Operating oil and gas applications in North Dakota can be difficult because of its unpredictable weather, limited and costly labor force and remote locations. These were the main reasons engineers, technicians and operators at Occidental Petroleum were happy when they recently automated more than 200 wells, tanks and other equipment near Dickinson, North Dakota, with wireless transmitters and other components.
These 200 well pads and their oil and water tanks are located in the harsh and often unforgiving terrain of the geological Bakken region. They're widely dispersed, subjected to snow, ice and ambient temperatures that can shift by 80 °F in a day, and typically require large amounts of hardware and costly labor to install and maintain them. Each well has six 400-bbl tanks, including four for storing oil and two for storing water. The wells produce light crude oil and slightly salty water.
We needed to automate our existing and new oil production facilities located near Dickinson for both monitoring and control, so these facilities could be operated remotely from a centralized control room. This project began in 2012 and included the wells, oil and water tanks, heater-treating and well-monitoring systems, and a central tank battery with five 10-Kbbl, fixed-roof tanks, two LACT units, two produced water injection pumps, three crude oil shipping/sales pumps, three flares, a vapor recovery unit (VRU) and all associated electrical infrastructure.
Because of our aggressive project schedule, the bulk of our well infrastructure, wireless upgrades and other construction had to be executed during the winter. Heavy snow and/or rain at any time during the year in North Dakota results in very muddy and hazardous driving conditions, making it very difficult to reach facilities, and the state's DOT frequently closes roads during inclement weather. We also had an aggressive central tank battery schedule, and our rapid deployment of wells and infrastructure also required us to build more than 120 of the well pads in less than 18 months. Unfortunately, because there's so much oil and gas-related development in this area, limited resources are locally available, especially skilled labor, so resources are either brought in from out of state or hired from the existing pool at a premium.

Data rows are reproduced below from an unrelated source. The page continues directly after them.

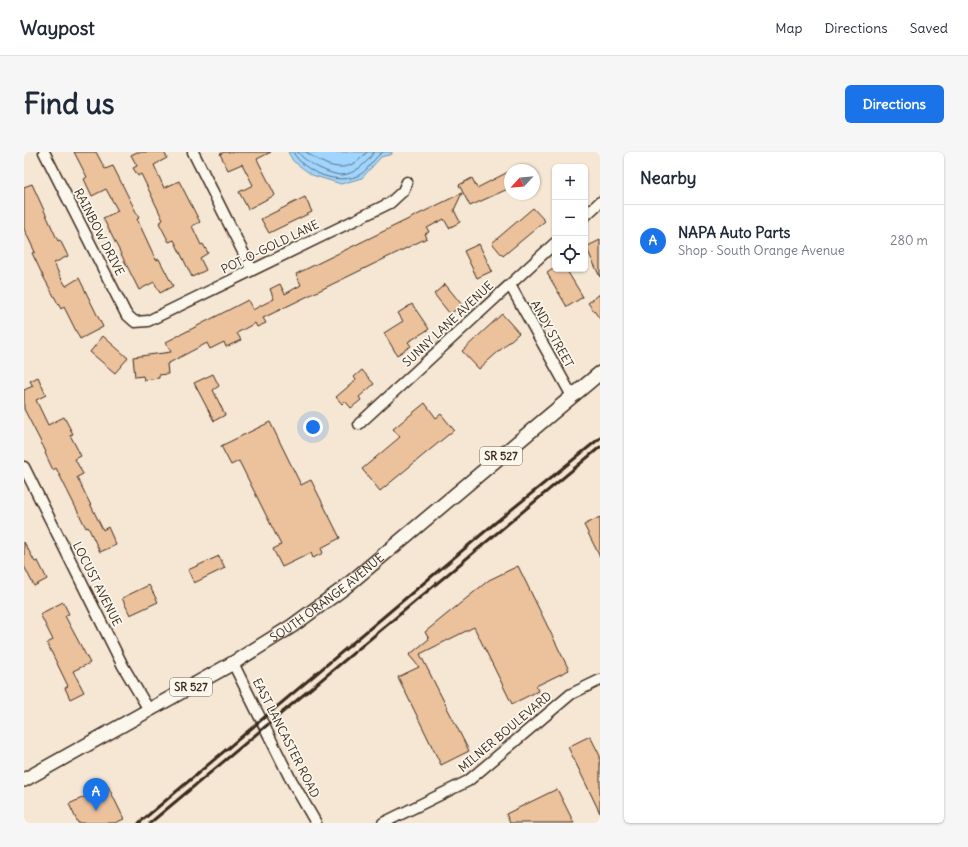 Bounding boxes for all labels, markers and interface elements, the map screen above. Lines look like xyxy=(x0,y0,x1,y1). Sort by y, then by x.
text: Waypost xyxy=(20,16,95,40)
text: Map xyxy=(775,19,802,37)
text: Directions xyxy=(824,19,888,37)
text: Saved xyxy=(910,19,948,37)
button: Directions xyxy=(845,85,944,123)
text: Find us xyxy=(24,86,115,122)
north arrow xyxy=(504,164,540,200)
map controls xyxy=(552,164,588,272)
button: + xyxy=(552,164,588,200)
text: Nearby xyxy=(640,167,696,189)
street label: RAINBOW DRIVE xyxy=(71,186,128,278)
button: − xyxy=(552,200,588,236)
street label: POT-O-GOLD LANE xyxy=(218,216,321,277)
text: NAPA Auto Parts xyxy=(678,223,790,242)
text: A xyxy=(649,232,657,249)
text: 280 m xyxy=(890,232,928,249)
button: locate xyxy=(552,236,588,272)
text: Shop · South Orange Avenue xyxy=(678,242,845,259)
street label: SUNNY LANE AVENUE xyxy=(399,278,496,370)
street label: ANDY STREET xyxy=(528,297,577,370)
your location xyxy=(303,417,323,437)
road number: SR 527 xyxy=(480,447,522,465)
street label: LOCUST AVENUE xyxy=(70,539,125,628)
street label: SOUTH ORANGE AVENUE xyxy=(267,550,387,645)
street label: EAST LANCASTER ROAD xyxy=(250,675,323,800)
road number: SR 527 xyxy=(170,678,212,696)
street label: MILNER BOULEVARD xyxy=(455,688,554,775)
pin: A xyxy=(83,778,109,811)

To meet these challenges, we needed a wireless system that could be used for monitoring and control, and didn't need to fulfill SIL-rated functions, but still had to run reliability in sub-zero and icy conditions. Some applications needed 4-secound update rates, while others could run with 60-second updates. These wireless components also needed to have self-diagnostics, report on instrument health, and had to be self-healing. The main wireless-enabled components implemented on the wells include Emerson Process Management's 3051S pressure transmitters, 6480 temperature transmitters, 3308 level transmitters, 2160 level switches.
The wireless components were installed by May 2012 and immediately reduced our installation complexity and commissioning resources needed. We eliminated the bulk of the traditional loop infrastructure, such as conduit, cable, terminal blocks and fuses and greatly reduced the amount of necessary construction resources. We eliminated point-to-point checkout associated with traditional wired instrument loops and reduced personnel multitasking to bring systems online from installation to commissioning. We also increased data availability via WirelessHART. Our wireless mesh network provides reliability via its self-diagnosis and self-healing network, and it's also easy to expand and add devices to the network.
The new wireless network on Occidental's 200 wells in North Dakota has greatly improved overall reliability. Implementing wireless eliminated more than 96% of call-outs due to communication or equipment failure issues. It also eliminated electrostatic discharge issues while unloading vessels and inherently improved reliability by eliminating loose connections, cracked insulation, broken wiring and crushed conduit. Also, communicating via WirelessHART provided data on device and overall system health.
Finally, the cost benefits of this wireless network include a 35% reduction in overall deployment labor costs and a 15% reduction in overall material costs. Our original estimate for automating a well pad with a traditional wired solution was seven days, but actual deployment time with wireless is now two days, and it can be even faster for multiple wells located at the same site.